Revenue Acts

  • Sugar Act

    Sugar Act
    The Sugar Act was passed on April 5, 1764. It involved placing a 3 cent-tax on foreign sugar, and also increased taxes on goods such as coffee, indigo, and other kinds of wine. This act was created for a few reasons, to protect the British trade, prevent smuggling, and to recover money from the debt left after the French and Indian war. The government were strong supporters of it because it made them more money and prevented citizens from buying goods from other countries.
  • The Currency Act

    The Currency Act
    The currency act was passed on September 1, 1764. The currency act was put in place to help control the colonial money system. It helped in preventing the colonies from printing money themselves. Overall, this act did reduce most national debt. Colonists did not favor this act because they could not make their own money. The government favored this act because it allowed for control over all currency in most of the colonies. Plus, they were making a profit in the process.
  • Stamp Acts

    Stamp Acts
    On March 22,1765 this act would be well known as the tax imposed by the British. The tax was made for colonists, requiring them to pay a tax on every single printed item they used. They immediately wanted this act to be gotten rid of. In the fight for their rights, they debated, wrote documents, and harried tax collectors.
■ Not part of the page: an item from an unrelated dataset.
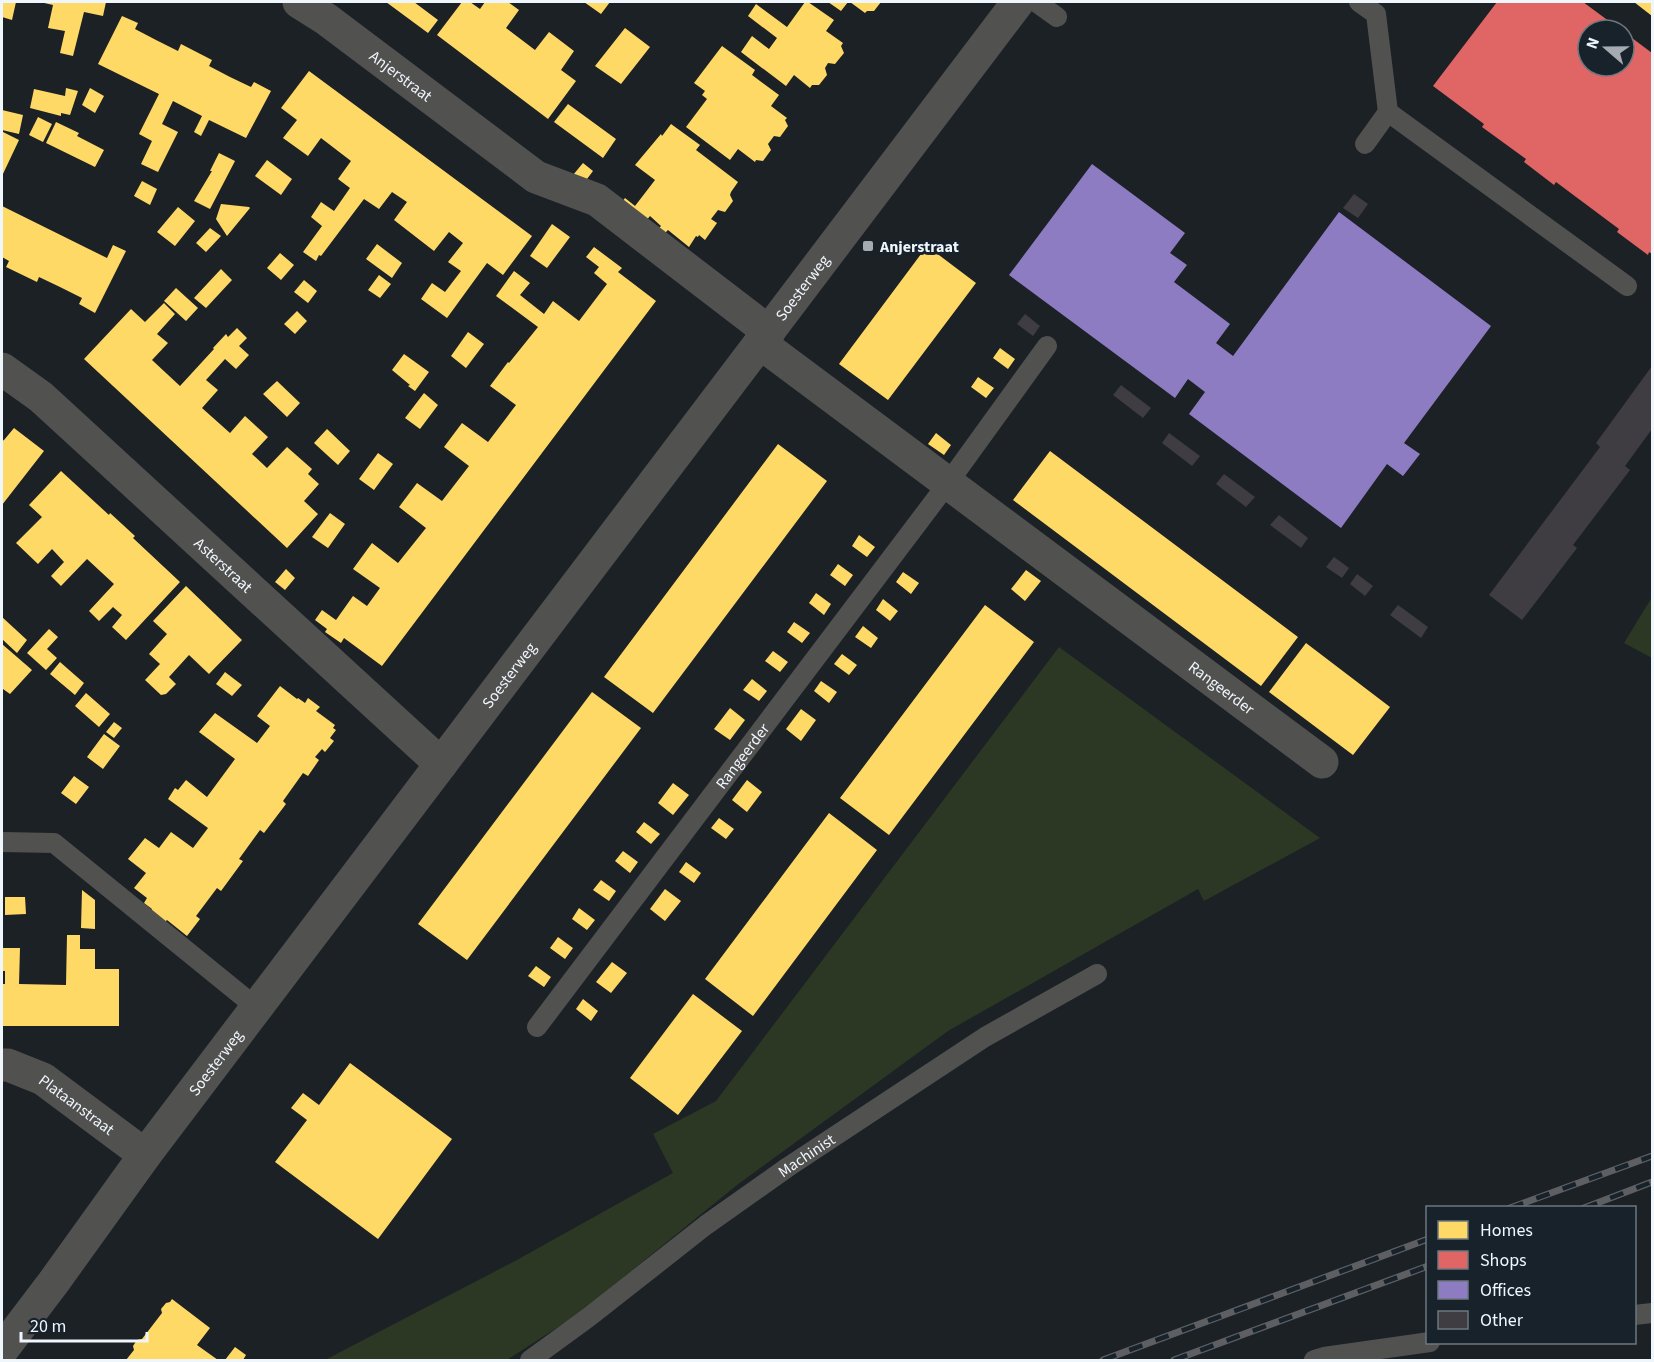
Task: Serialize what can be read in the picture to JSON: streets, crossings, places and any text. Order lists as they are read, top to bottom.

Government leaders and officials, like Benjamin Franklin appealed the Stamp Act in front of the British House of Commons to bring about peace and order.
  • Townshend Acts

    Townshend Acts
    This act was put in place no June 29, 1767. It was designed to collect money from the colonists in America by putting custom duties on imports of glass, paints, paper, and tea. Most wouldn't buy tea unless it was smuggled. Plus, they felt that this act would threaten the right standing of colonial legislation. Yet, the government continued to tax items of the colonists without their consent.
  • The Tea Act

    The Tea Act
    The Tea Act granted the British East India Tea Company a monopoly on tea sales in the colonies. This was what ultimately compelled a group of Sons of Liberty members on the night of December 16, 1773 to disguise themselves as Mohawk Indians, board three ships moored in Boston Harbor, and destroy over 92,000 pounds of tea. The Tea Act was the final straw in a series of unpopular policies and taxes imposed by Britain on her American colonies. This act left the government which much debt.